Specifically, over the next three months, we aim to:

Test and integrate the remaining Databank features (see issue list items tagged "Databank")
Issue 9: displaying content tree of dataset prior to confirmation of submission
Issue 42: a web interface for user administration
Issue 45: basic Debian packaging for ADMIRAL (which we expect to allow us to deploy easily on more recent versions of Ubuntu)
if and when time permits, picking up and progressing some of the lower priority technical debt issues

while also dealing with any other critical issues that may arise.

In parallel, we will engage with the various research groups to learn more about how and to what extent they are using ADMIRAL, and encourage them to start submitting datasets to the Databank service.

Friday, 4 March 2011

ADMIRAL Sprint 17

We have recently completed our review of Sprint 17.

Sprint 17 planning: http://imageweb.zoo.ox.ac.uk/wiki/index.php/ADMIRAL_PlanMeeting_17
Sprint 17 review: http://imageweb.zoo.ox.ac.uk/wiki/index.php/ADMIRAL_SprintReview_17

This review was somewhat overdue, as we've been very busy with follow-ups to ADMIRAL deployment with two additional research groups (making a total of three deployments now). Main acheivements over the past month have been:

Two new ADMIRAL deployments; Silk group storage upgraded to use departmental iSCSI facility
Resolved awkward technical Apache+LDAP issue
Started construction of stand-alone demonstration environment
Deployment and management improvements
Bug-fixing and usability improvements
Documentation of technical problem areas
Benefits case study write-up
ADMIRAL packaging adopted for 1st protoype of Wf4Ever project

One of the recent lessons is that the general level of requirement for data storage has increased dramatically since our initial user surveys. Where most groups were originally content with 200-400Gb storage, they are now asking for Terabytes (due to increased use of high definition video for observations). So the ability to connect to a departmental iSCSI network storage facility has turned out to be a crucial development for us, especially for new research proposals that are required to include data management and sharing plans.
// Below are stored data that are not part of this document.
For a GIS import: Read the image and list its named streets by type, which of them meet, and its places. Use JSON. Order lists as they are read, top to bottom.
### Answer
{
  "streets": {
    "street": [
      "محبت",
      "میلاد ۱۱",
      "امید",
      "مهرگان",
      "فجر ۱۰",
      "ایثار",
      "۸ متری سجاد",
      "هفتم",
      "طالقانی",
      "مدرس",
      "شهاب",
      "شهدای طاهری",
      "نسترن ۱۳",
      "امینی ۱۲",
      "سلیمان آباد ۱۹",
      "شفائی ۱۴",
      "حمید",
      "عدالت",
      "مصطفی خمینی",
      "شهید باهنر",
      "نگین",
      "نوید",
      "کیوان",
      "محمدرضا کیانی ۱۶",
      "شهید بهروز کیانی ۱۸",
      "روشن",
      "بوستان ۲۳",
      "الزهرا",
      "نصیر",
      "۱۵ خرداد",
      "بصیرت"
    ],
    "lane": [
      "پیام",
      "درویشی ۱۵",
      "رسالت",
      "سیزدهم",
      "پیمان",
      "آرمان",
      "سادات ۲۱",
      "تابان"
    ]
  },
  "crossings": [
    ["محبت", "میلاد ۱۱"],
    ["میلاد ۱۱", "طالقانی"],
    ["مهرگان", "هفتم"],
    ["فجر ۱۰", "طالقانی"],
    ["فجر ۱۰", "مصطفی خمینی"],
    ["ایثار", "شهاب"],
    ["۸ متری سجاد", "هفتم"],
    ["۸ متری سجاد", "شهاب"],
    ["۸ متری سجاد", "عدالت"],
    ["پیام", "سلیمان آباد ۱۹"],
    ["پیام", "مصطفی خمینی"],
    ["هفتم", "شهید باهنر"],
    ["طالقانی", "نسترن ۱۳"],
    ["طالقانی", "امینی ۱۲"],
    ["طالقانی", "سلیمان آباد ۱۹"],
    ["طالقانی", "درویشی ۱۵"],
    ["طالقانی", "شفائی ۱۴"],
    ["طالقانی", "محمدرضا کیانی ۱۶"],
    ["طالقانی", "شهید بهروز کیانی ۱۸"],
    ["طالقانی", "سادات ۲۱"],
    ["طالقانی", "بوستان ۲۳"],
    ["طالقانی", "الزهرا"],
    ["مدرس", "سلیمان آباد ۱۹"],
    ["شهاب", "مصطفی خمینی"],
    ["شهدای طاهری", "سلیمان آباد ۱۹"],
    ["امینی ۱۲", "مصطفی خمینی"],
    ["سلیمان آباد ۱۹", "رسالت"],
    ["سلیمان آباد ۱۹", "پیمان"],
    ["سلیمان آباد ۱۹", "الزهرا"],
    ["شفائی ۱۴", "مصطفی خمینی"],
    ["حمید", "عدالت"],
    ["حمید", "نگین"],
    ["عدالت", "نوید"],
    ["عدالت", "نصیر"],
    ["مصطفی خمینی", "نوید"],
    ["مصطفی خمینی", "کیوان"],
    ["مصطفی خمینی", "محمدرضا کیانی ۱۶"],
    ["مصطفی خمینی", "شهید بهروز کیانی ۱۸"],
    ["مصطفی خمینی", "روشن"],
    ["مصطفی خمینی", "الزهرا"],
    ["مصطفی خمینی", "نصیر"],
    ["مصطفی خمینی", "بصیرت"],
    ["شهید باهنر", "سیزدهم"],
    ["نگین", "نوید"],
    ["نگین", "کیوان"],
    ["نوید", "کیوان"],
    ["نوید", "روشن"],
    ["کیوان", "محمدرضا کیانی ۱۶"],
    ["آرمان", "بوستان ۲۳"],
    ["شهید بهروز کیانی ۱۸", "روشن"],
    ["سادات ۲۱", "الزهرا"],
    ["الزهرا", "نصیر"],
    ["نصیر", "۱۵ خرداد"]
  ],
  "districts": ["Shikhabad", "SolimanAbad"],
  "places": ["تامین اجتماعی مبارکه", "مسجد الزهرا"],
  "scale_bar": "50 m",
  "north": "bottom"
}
Resolving the Apache+LDAP problems has been a most satisfying advance for us; the awkwardness of the Apache web server configuration had been a long-standing difficulty for us, and we will now be able to simplify the overall ADMIRAL configuration and monitoring.

Looking forward, as we enter the final stages of this project, we intend to change our approach to sprint planning. Instead of preparing a separate plan, we intend to be more reactive, responding to issues in the project issue list (http://code.google.com/p/admiral-jiscmrd/issues/list), as these most closely reflect user feedback and other issues that need to be addressed. We will still undertake periodic reviews to help us ensure that efforts are sensibly focused. In addition to dealing with the issue list, two other developments are planned:

Web interface for user management
Investigation of Debian installation package for ADMIRAL deployment

The rationale for choosing these is that they appear to be key features for facilitating continued management and new deployment of ADMIRAL systems within the department.

Tuesday, 22 February 2011

AJAX content negotiation browser differences

We have been experiencing hard-to-explain problems with the behaviour of ADMIRAL web pages in different browsers. They would work fine for Firefox, but not with IE, Safari or Google Chrome.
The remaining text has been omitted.